▸ SOURCE RECORDS:

========

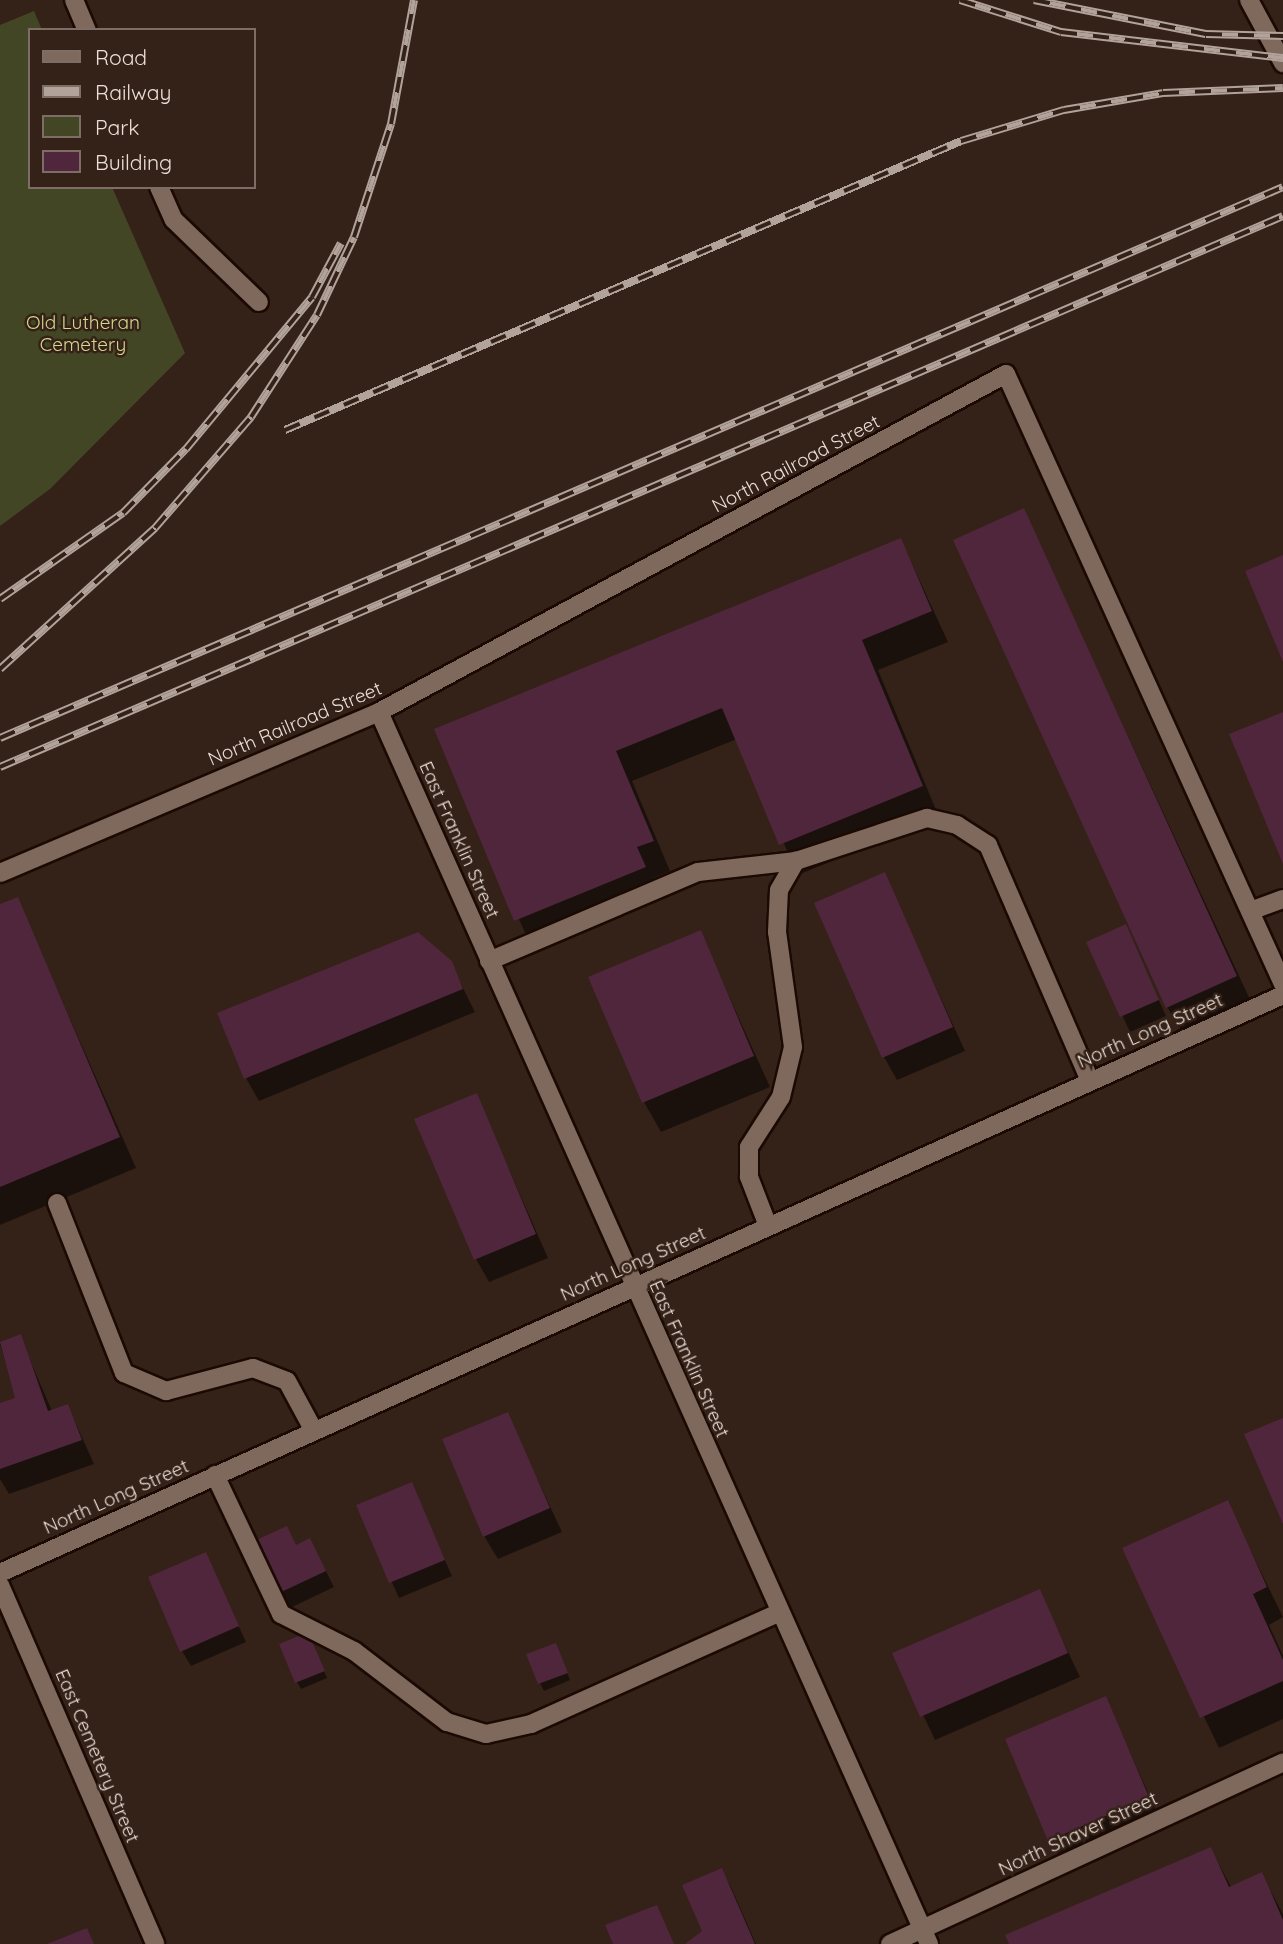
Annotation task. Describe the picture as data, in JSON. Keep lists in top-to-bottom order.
{
  "streets": {
    "street": [
      "North Railroad Street",
      "East Franklin Street",
      "North Long Street",
      "East Cemetery Street",
      "North Shaver Street"
    ]
  },
  "crossings": [
    ["North Railroad Street", "East Franklin Street"],
    ["East Franklin Street", "North Long Street"],
    ["East Franklin Street", "North Shaver Street"]
  ],
  "parks": ["Old Lutheran Cemetery"],
  "legend": [
    "Road",
    "Railway",
    "Park",
    "Building"
  ]
}
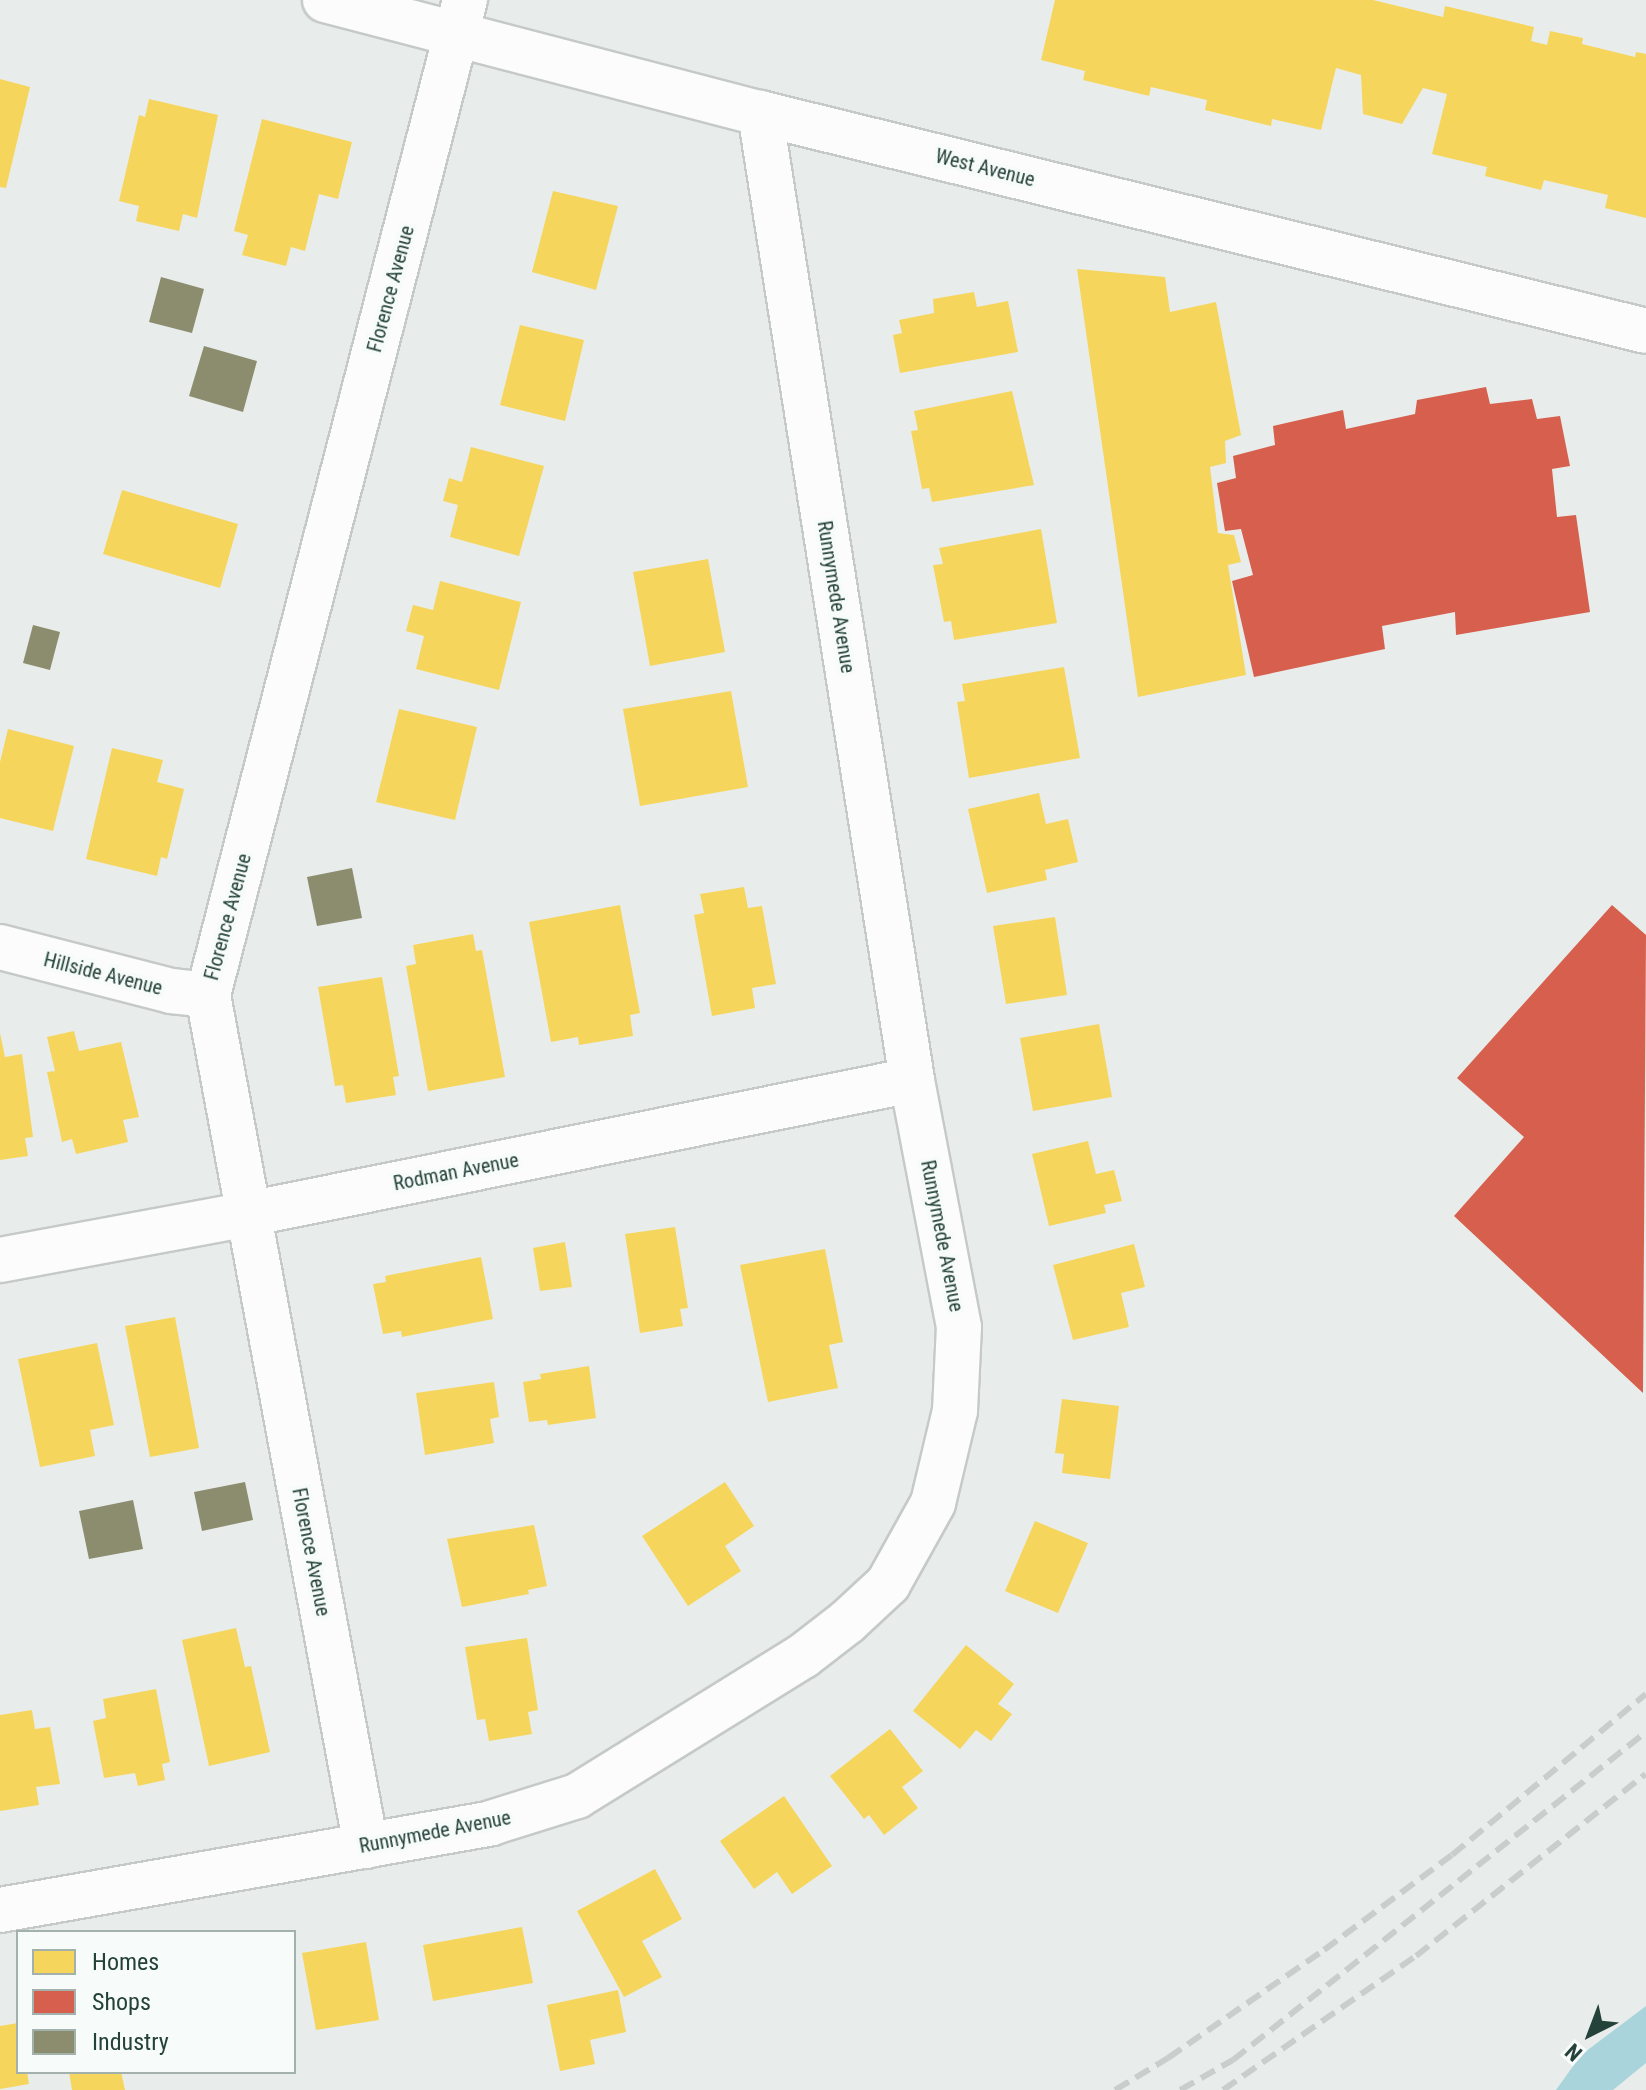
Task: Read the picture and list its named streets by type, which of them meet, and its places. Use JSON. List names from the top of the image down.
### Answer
{
  "streets": {
    "street": [
      "West Avenue",
      "Florence Avenue",
      "Runnymede Avenue",
      "Hillside Avenue",
      "Rodman Avenue"
    ]
  },
  "crossings": [
    ["West Avenue", "Florence Avenue"],
    ["West Avenue", "Runnymede Avenue"],
    ["Florence Avenue", "Runnymede Avenue"],
    ["Florence Avenue", "Hillside Avenue"],
    ["Florence Avenue", "Rodman Avenue"],
    ["Runnymede Avenue", "Rodman Avenue"]
  ],
  "legend": ["Homes", "Shops", "Industry"],
  "north": "bottom left"
}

========

▸ ABOUT THIS EXERCISE: Word for word, restate the lines above from the first through the one that contains "Task: Read the", and exclude all pictures.

▸ WRITTEN SOLUTION:
Annotation task. Describe the picture as data, in JSON. Keep lists in top-to-bottom order.
{
  "streets": {
    "street": [
      "North Railroad Street",
      "East Franklin Street",
      "North Long Street",
      "East Cemetery Street",
      "North Shaver Street"
    ]
  },
  "crossings": [
    ["North Railroad Street", "East Franklin Street"],
    ["East Franklin Street", "North Long Street"],
    ["East Franklin Street", "North Shaver Street"]
  ],
  "parks": ["Old Lutheran Cemetery"],
  "legend": [
    "Road",
    "Railway",
    "Park",
    "Building"
  ]
}
Task: Read the picture and list its named streets by type, which of them meet, and its places. Use JSON. List names from the top of the image down.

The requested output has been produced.